If you have been awarded benefit payments for an accidental injury, do not just sit-back and expect the money to come rolling in. The agency that has to deliver such payments has a legal right to seek answers to certain questions. Was the treatment that you received necessary? Were the charges for that same treatment reasonable? Your ability to answer such questions helps to prove the veracity of your claim.
The documents that you must produce, if you want payments to continue
1. You will need to collect those papers that prove that you were at the site that you say administered your treatment. At the same time, you ought to gather the paperwork that establishes the fact that you showed up for all of your scheduled doctor’s visits. If you have a copy of a doctor’s bill, arrange for it to be sent to the insurance adjuster for the party that has been deemed at-fault.

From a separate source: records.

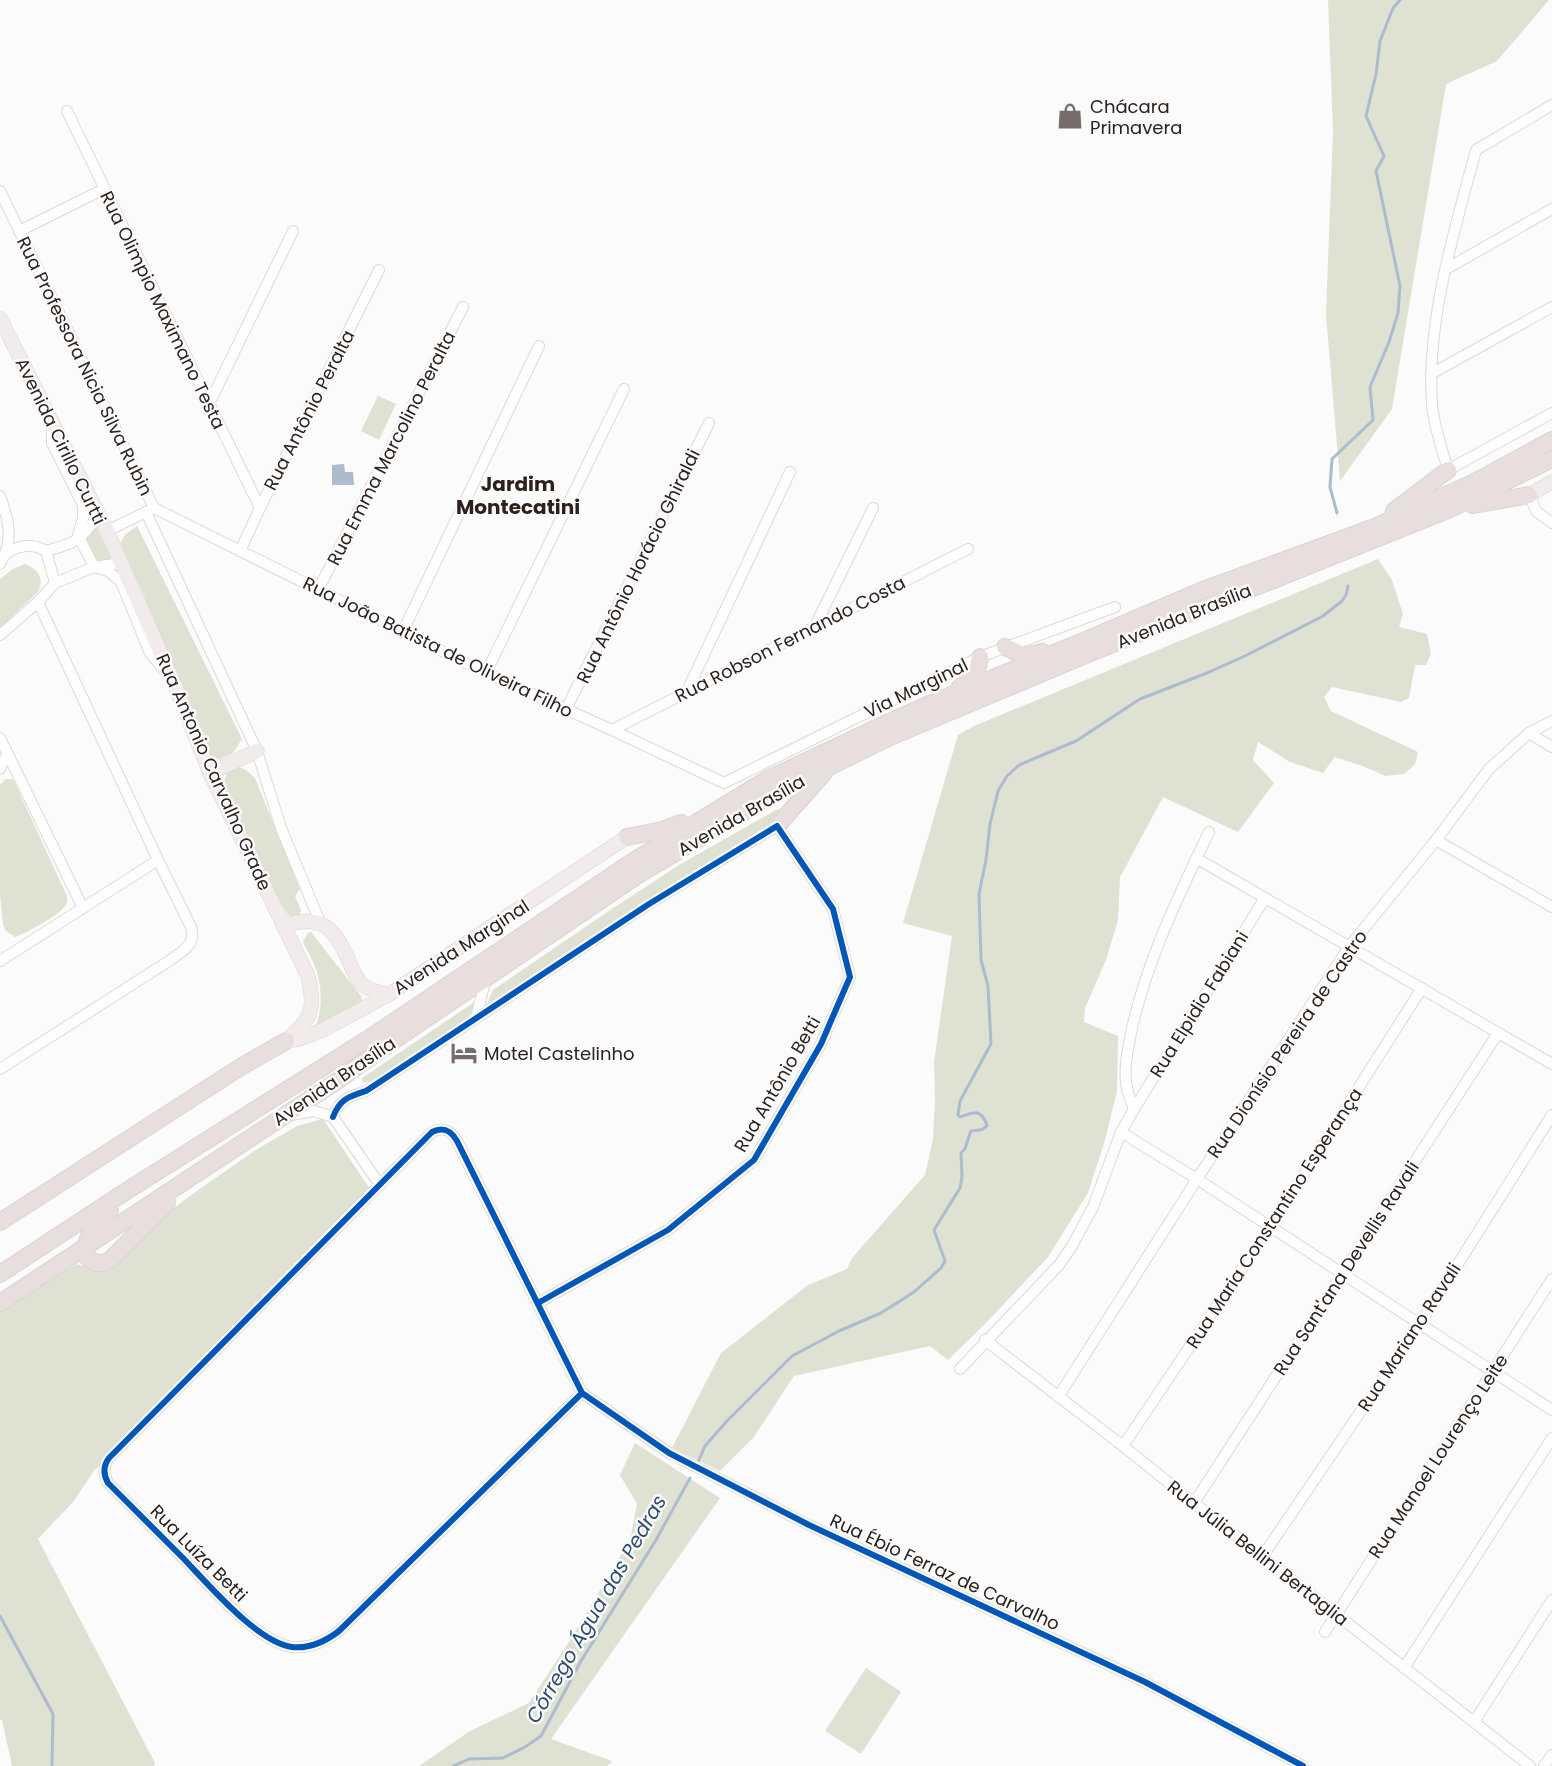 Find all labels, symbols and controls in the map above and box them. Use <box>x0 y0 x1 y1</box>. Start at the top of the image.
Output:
place label: Chácara Primavera <box>1090 94 1182 140</box>
shop icon: Chácara Primavera <box>1055 101 1085 131</box>
street label: Rua Olimpio Maximano Testa <box>94 187 232 433</box>
street label: Rua Professora Nicia Silva Rubin <box>11 232 159 500</box>
street label: Rua Antônio Peralta <box>258 325 360 495</box>
street label: Rua Emma Marcolino Peralta <box>321 327 461 569</box>
street label: Avenida Cirillo Curtti <box>10 353 112 529</box>
street label: Rua Antônio Horácio Ghiraldi <box>570 445 706 687</box>
district label: Jardim Montecatini <box>456 470 580 521</box>
street label: Rua Robson Fernando Costa <box>670 570 910 708</box>
street label: Rua João Batista de Oliveira Filho <box>299 571 577 723</box>
street label: Avenida Brasília <box>1113 578 1255 654</box>
street label: Rua Antonio Carvalho Grade <box>150 650 278 894</box>
street label: Via Marginal <box>860 652 972 724</box>
street label: Avenida Brasília <box>673 768 809 862</box>
street label: Avenida Marginal <box>388 894 534 1000</box>
street label: Rua Dionísio Pereira de Castro <box>1201 925 1373 1163</box>
street label: Rua Elpidio Fabiani <box>1144 926 1254 1082</box>
street label: Rua Antônio Betti <box>728 1011 826 1157</box>
street label: Avenida Brasília <box>268 1031 400 1131</box>
hotel icon: Motel Castelinho <box>449 1038 479 1068</box>
place label: Motel Castelinho <box>484 1041 635 1066</box>
street label: Rua Maria Constantino Esperança <box>1180 1083 1368 1353</box>
street label: Rua Sant'ana Devellis Ravali <box>1267 1156 1425 1380</box>
street label: Rua Mariano Ravali <box>1352 1258 1466 1416</box>
street label: Rua Manoel Lourenço Leite <box>1362 1349 1514 1563</box>
street label: Rua Júlia Bellini Bertaglia <box>1162 1474 1354 1632</box>
water label: Córrego Água das Pedras <box>519 1490 673 1728</box>
street label: Rua Luíza Betti <box>145 1499 253 1607</box>
street label: Rua Ébio Ferraz de Carvalho <box>826 1508 1064 1636</box>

2. Get proof of the fact that the treatment or test was provided. Why do you need that, if you can show that you arrived on time at a designated location? The insurance for the opposing party wants to be sure that you did not sign some paper upon entering a waiting area, and then leave without getting tested or treated.
3. Obtain evidence that the care given to you contributed in some way to your diagnosis or treatment. If a series of procedures were part of the diagnostic strategy or the administered treatments, make that fact clear in the documents that you present.
4. Get a hold of those documents that list the actual cost for the services that you obtained. As mentioned above, those should go to the adjuster for the company that is working with the at-fault party. Additionally, you can let your Personal Injury Lawyer in Cambridge deal with the negotiations.
What to watch for, as you gather the various documents
1. The absence of any link between your injury and negligence on the part of the defendant. The tests and the doctor’s report should establish such a link.
2. A paper that indicates that you once requested reimbursement for an item that you had not mentioned in your claim.
3. A paper that states a charge for a treatment or a healing aid that did not contribute to your recovery from the accidental injury.
4. A document that contains information concerning a billed amount, one that falls well below the amount that was stated in your claim.
5. Any evidence that your injury was made-up, or that the treatment administered exceeded by far that amount that should have been necessary. Remember that you might have been placed under surveillance. Maybe you were seen doing things that you had told your doctor you could not do.